Настя смущенно опустила глаза. Ей всегда было и тревожно и приятно чувствовать уважение окружающих, в мимолетных взглядах ловить любопытство, и по радостным улыбкам понимать, что ею не просто интересуются, а гордятся и считают какой-то особенной, не похожей на других. Эти чувства и сейчас охватили ее, заглушая тревожное раздражение. Тоня посматривала на солдат, кому-то улыбнулась и звонко прокричала:

— Дядя Степа, что вы их упрашиваете! Мы и без них справимся. А то сделают на копейку, а разговору на весь полк.

— Ишь ты, какая резвушка, — отечески ласково проговорил сержант, — молодая, а из ранних.

— Росла на солнышке, вот поэтому и такая, — неугомонно острила Тоня.

— Перестань, — сердито шепнула ей Настя, — всегда ты вот так.

— Ничего, ничего. Она еще дитя, порезвиться-то хочется, — добродушно улыбаясь, сказал сержант.

— Дитя, — передразнила Тоня и, сердито сдвинув брови, грозно прикрикнула: — А ну, хватит разговоров! Поднимай, наваливай, вперед!

Солдаты подошли к штабелям, и через две минуты восемнадцать железобетонных брусьев покачивались над строем. Девушки шли рядом с сержантом и Анашкиным, вслушиваясь в их разговор.

— Всех нынче командир полка на окопы выпроводил, — неторопливо рассказывал сержант, — всех тыловиков на передний край. Транспортная рота, санитары, ординарцы начальства, писари, кладовщики, — всем приказал траншеи копать. И в дивизии также. Сейчас пройди по тылам-то — пустым-пусто, одни часовые стоят.

— Серьезное, значит, дело, а?

— Видать, серьезное, браток. Видно, всю зимушку провоевать придется.

«Неужели немцы опять наступать будут?» — тревожно подумала Настя. Эта мысль все время, пока она с помощью Анашкина прикрывала накатом каменистый окоп, волновала девушку. Третий год, от самого Сталинграда, ожидала она радостной вести — конец войны! В холмистых степях под Воронежем, в наполненных соловьиными пересвистами садах возле Курска, на узеньком, изглоданном вражескими снарядами и бомбами лоскутке днепровского правобережья мечтала она о том дне, когда будет сделан последний выстрел и настанет тишина мирной жизни.

Она знала и понимала, что хоть и отступает враг, но он еще силен и с ним придется воевать еще не один день, не одну неделю и даже не месяц.

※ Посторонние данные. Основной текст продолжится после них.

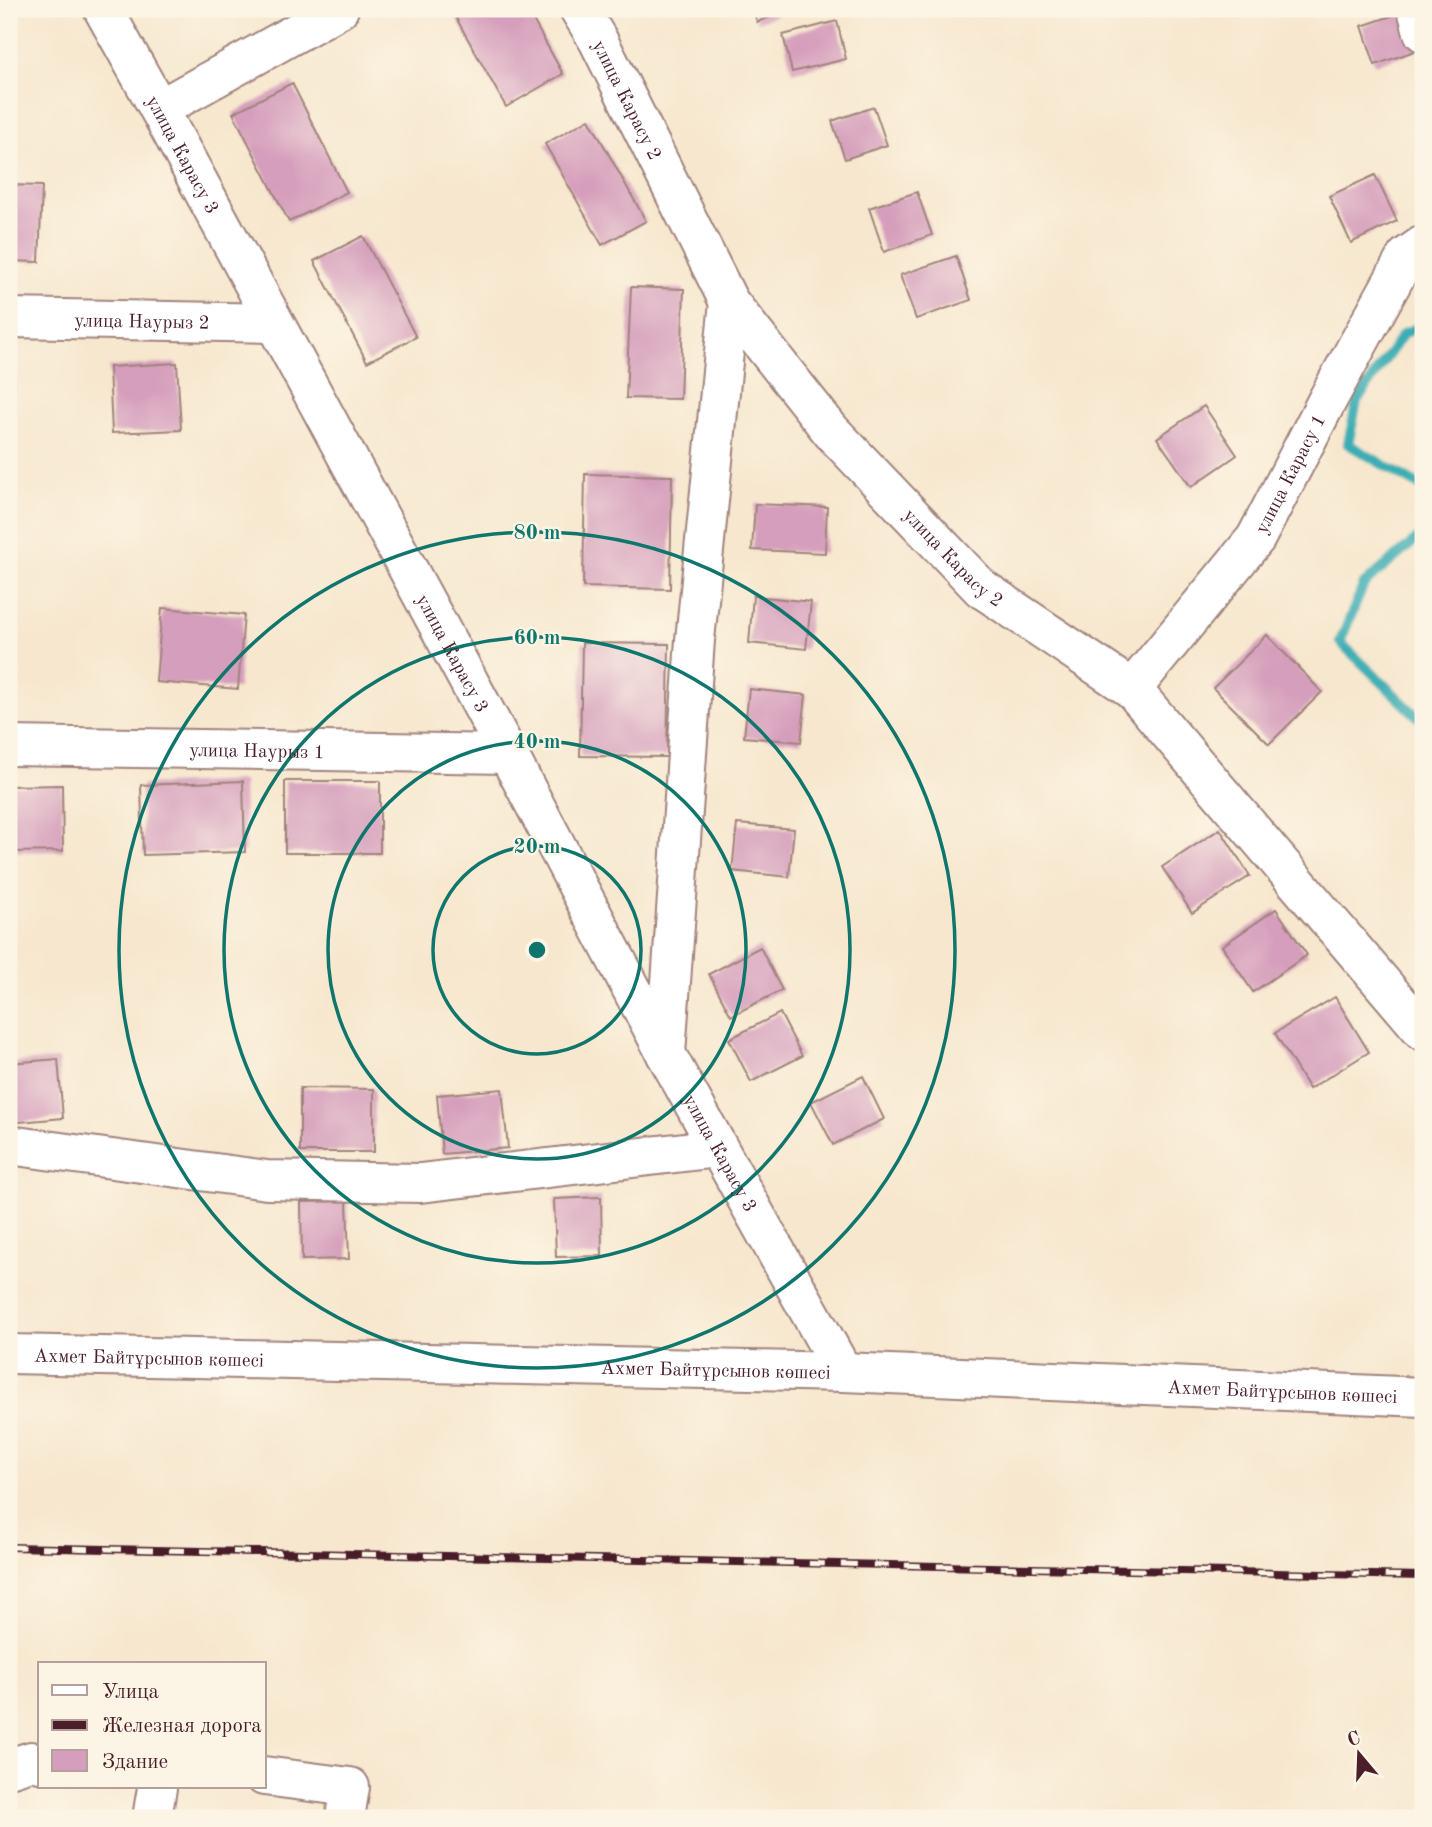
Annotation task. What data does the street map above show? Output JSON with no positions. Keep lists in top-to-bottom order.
{
  "streets": {
    "street": [
      "улица Карасу 2",
      "улица Карасу 3",
      "улица Наурыз 2",
      "улица Карасу 1",
      "улица Наурыз 1",
      "Ахмет Байтұрсынов көшесі"
    ]
  },
  "crossings": [
    ["улица Карасу 2", "улица Карасу 1"],
    ["улица Карасу 3", "улица Наурыз 2"],
    ["улица Карасу 3", "улица Наурыз 1"],
    ["улица Карасу 3", "Ахмет Байтұрсынов көшесі"]
  ],
  "legend": ["Улица", "Железная дорога", "Здание"],
  "north": "top",
  "rings": [
    "80 m",
    "60 m",
    "40 m",
    "20 m"
  ]
}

В непрерывных боях стремительно проносилось время. Советская Армия безостановочно громила гитлеровцев. С каждым днем все больше и больше родных городов и сел освобождалось от вражеской оккупации. Долгожданная победа, казалось, скрывается то в хуторах и на шляхах, воспетых великим Шевченко, то за извилистым, посеребренным в весеннем разливе Днестром, то в пышносадых молдавских селах и на опаленных зноем холмах под Яссами…

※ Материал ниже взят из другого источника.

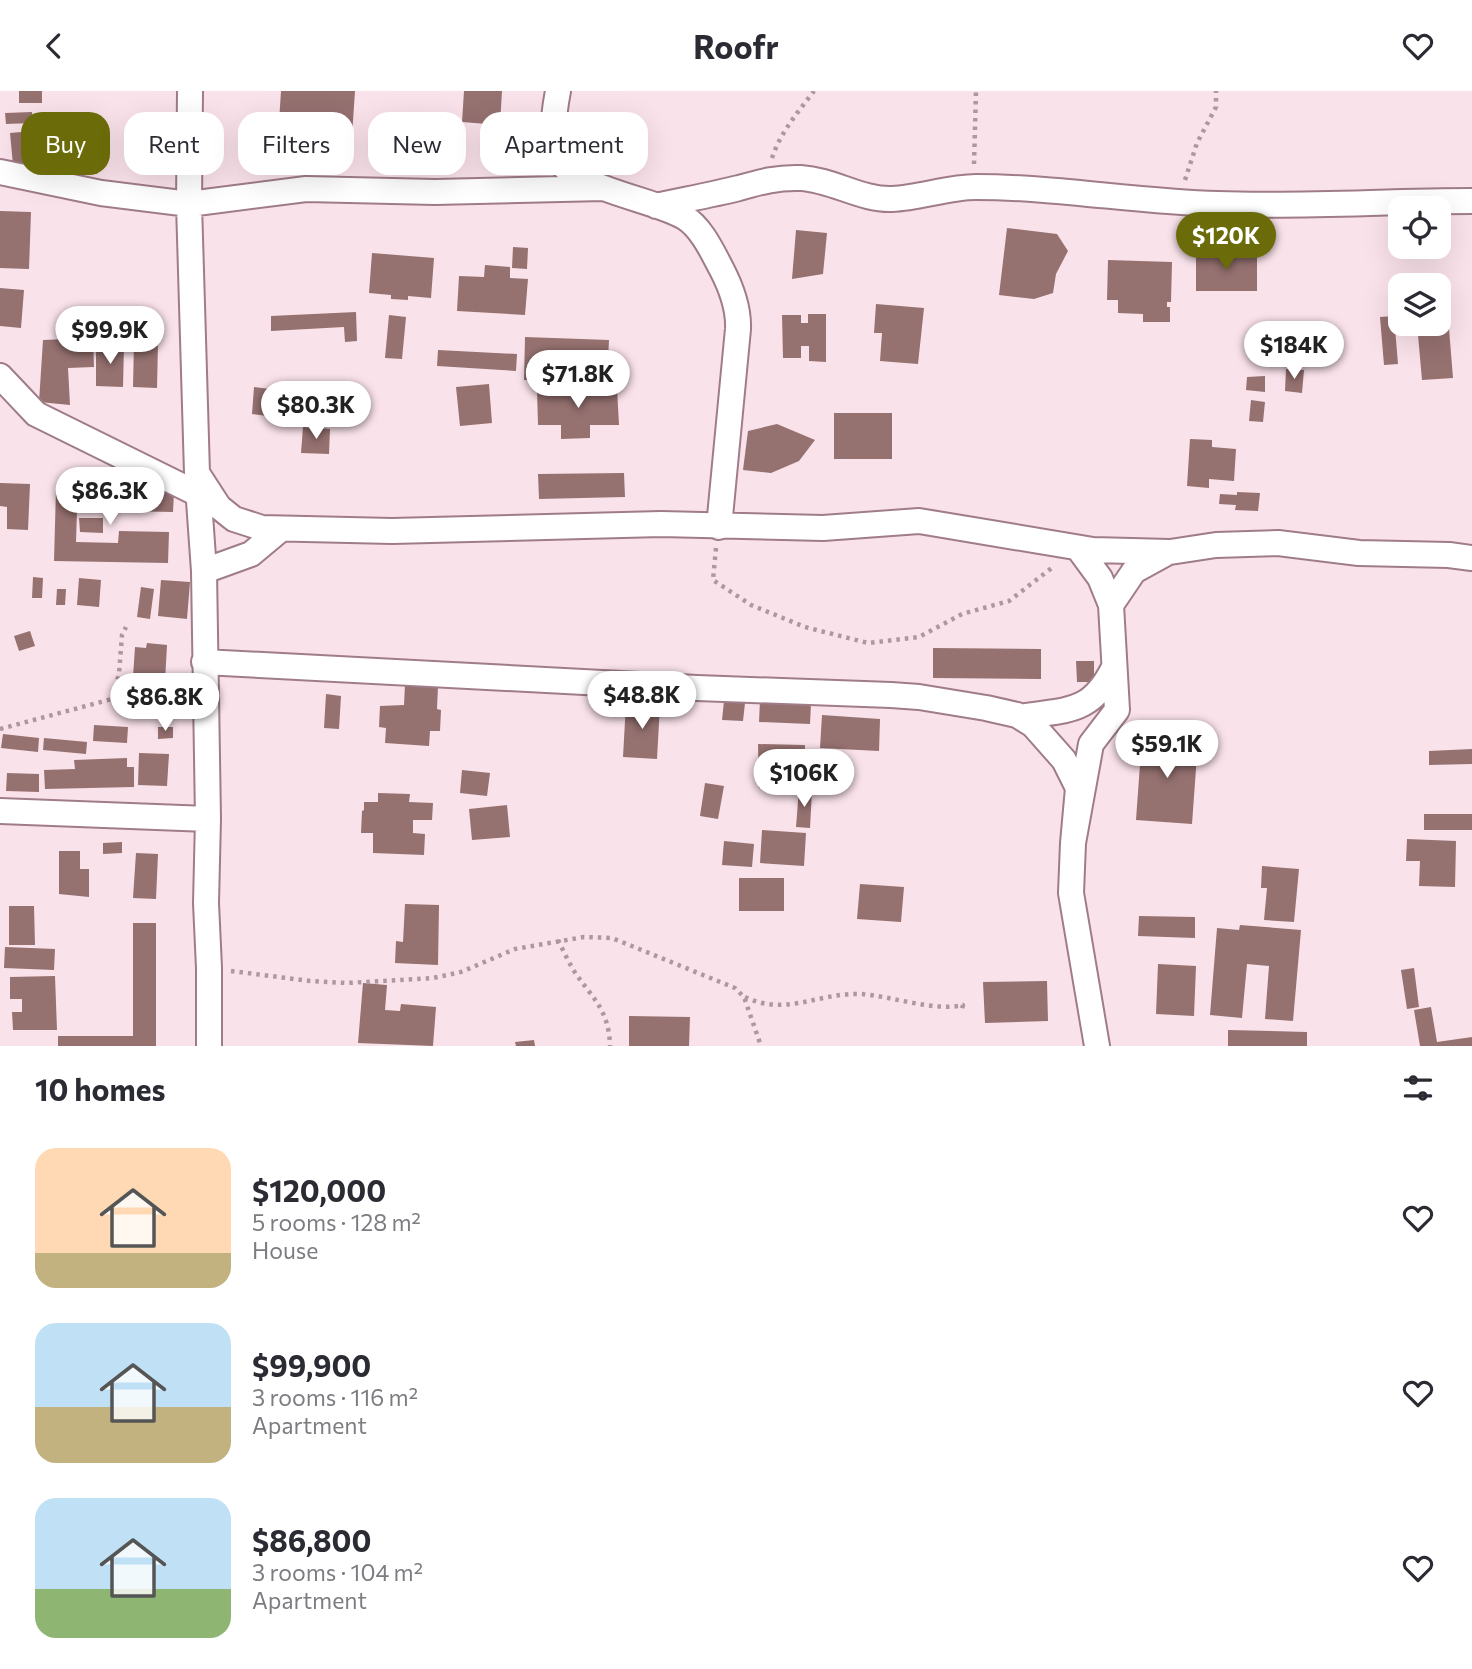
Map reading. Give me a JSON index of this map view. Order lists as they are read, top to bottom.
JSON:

Промелькнули новые недели и месяцы, а враг все не сдается, все ожесточеннее и яростнее кипят бои. Чужая земля была под ногами. Незнакомые, с трудом выговариваемые названия городов и сел. И, наконец, граница дружественной Чехословакии, а война все еще не кончалась. И опять (сама не знает, в какой только раз!) Настя вгрызается в кремнистую землю и готовится, быть может, к последнему бою.

Снег валил гуще и гуще. В пяти шагах ничего нельзя разглядеть. Сплошная пелена зыбкой стеной вставала со всех сторон.

— Вот это маскировочка, — забрасывая битым кирпичом и обломками штукатурки накат над окопом, говорил Анашкин, — ни за что немец не разглядит!

— А уютно как, — выпрыгнула из окопа Тоня, — если б еще печку поставить — зимовать можно.

Анашкин сердито взглянул на нее и яростно пнул ногой камень-голыш.

— Знал бы, что ты пустоболка такая, ни в жизнь не стал бы помогать вам. Видал, мудреная головушка, удумала — всю зиму в окопе просидеть! Да мы за зиму-то его должны вконец расколошматить и в гроб загнать. И так от домов-то отбились.

— Дядя Степа, вот какой вы человек кипучий, я же пошутила.

— Пошутила, пошутила… — ворчал старый солдат, смягчаясь под улыбкой Тони. — А печку-то и в самом деле поставить нужно. Это мы придумаем как-нибудь.

— Дядя Степа, неужели немцы наступать будут? — несмело спросила Тоня.

Анашкин задумался, раскурил обгорелую коротенькую трубку и, вздохнув, посмотрел на запад.